こうすると、ユーザー名が root かどうかチェックし、もしそうなら 背景を通常の親しみやすい青ではなく、どぎつい赤にして警告して くれます。次に示すコードも、あなたの .xinitrc ファイルに 入れることを念頭に書いたもので、まずファイルが存在するかどうか 確認してから、ユーザー定義のリソースとシステム全体のリソースを 読み込みます。

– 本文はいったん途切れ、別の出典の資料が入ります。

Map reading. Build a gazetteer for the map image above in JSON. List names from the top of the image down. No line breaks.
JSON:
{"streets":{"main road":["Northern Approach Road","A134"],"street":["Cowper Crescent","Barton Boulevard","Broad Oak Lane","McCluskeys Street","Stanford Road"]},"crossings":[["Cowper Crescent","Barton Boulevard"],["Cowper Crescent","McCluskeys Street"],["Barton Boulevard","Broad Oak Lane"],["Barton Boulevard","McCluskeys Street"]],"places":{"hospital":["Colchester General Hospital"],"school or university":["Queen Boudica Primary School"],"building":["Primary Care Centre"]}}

 userresources=$HOME/.Xresources
 usermodmap=$HOME/.Xmodmap
 sysresources=/usr/X11R6/lib/X11/xinit/.Xresources
 sysmodmap=/usr/X11R6/lib/X11/xinit/.Xmodmap
 # デフォルトのリソースとキーマップを読み込む。
 if [ -f $sysresources ]; then
    xrdb -merge $sysresources; fi
 if [ -f $sysmodmap ]; then
    xmodmap $sysmodmap; fi
 if [ -f $userresources ]; then
    xrdb -merge $userresources; fi
 if [ -f $usermodmap ]; then
    xmodmap $usermodmap; fi
 

5.3 ウィンドウをあなたの好きな場所に置く

スクリーン上のすべてのものを -geometry オプションで置くのは、 頭の中でそらんじてやるには難しい仕事です。特にあなたが X 上で動かす ほとんどすべてのプログラムに -geometry オプションをつけようと しているならやっかいです。このオプションで正確に場所を指定できますが、 そのためには多くのオプションを設定しなければなりません。

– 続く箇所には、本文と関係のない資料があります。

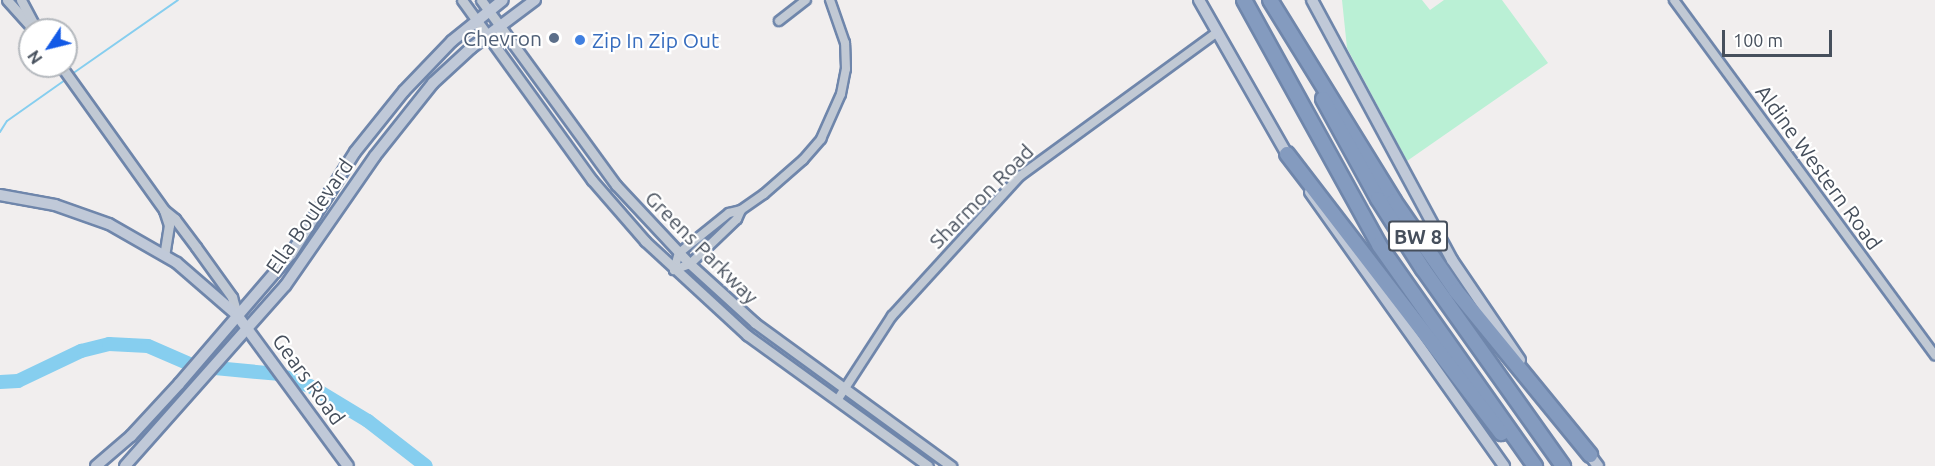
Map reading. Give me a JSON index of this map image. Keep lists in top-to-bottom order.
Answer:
{
  "streets": {
    "highway": ["BW 8"],
    "main road": ["Ella Boulevard", "Gears Road"],
    "street": ["Aldine Western Road", "Sharmon Road", "Greens Parkway"]
  },
  "crossings": [
    ["Sharmon Road", "BW 8"],
    ["Sharmon Road", "Greens Parkway"],
    ["Ella Boulevard", "Greens Parkway"],
    ["Ella Boulevard", "Gears Road"]
  ],
  "places": ["Chevron", "Zip In Zip Out"],
  "scale_bar": "100 m",
  "north": "bottom left"
}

そこで、FVWM ウィンドウマネージャーには素敵な機能がつけられました。 デフォルト状態のままスクリーン上でウィンドウを動かすと、位置情報が 現れます。左ボタンでウィンドウを動かしてみてください。次にサイズを 変えてみましょう。そうすればサイズ情報が得られます。しかし、この方法も 少し面倒ですので、ウィンドウの詳細情報を一度に得られるといいと思う でしょう。

そこで、xwininfo というプログラムを導入しましょう。このプログラム を使うには、xterm ウィンドウでこのプログラムの名前をタイプします。 そうすると、情報の欲しいウィンドウをクリックするよう要求されます。 クリックするとそのウィンドウに関する情報がみんな表示されます。 スクリーン上に必要なウィンドウを配置した上で、このプログラムを動かし、 ウィンドウ上でクリックし、そこで得られた情報を起動ファイルに書けば、 それ以降変わらぬ正確さで同じ状態のウィンドウが得られるようになります。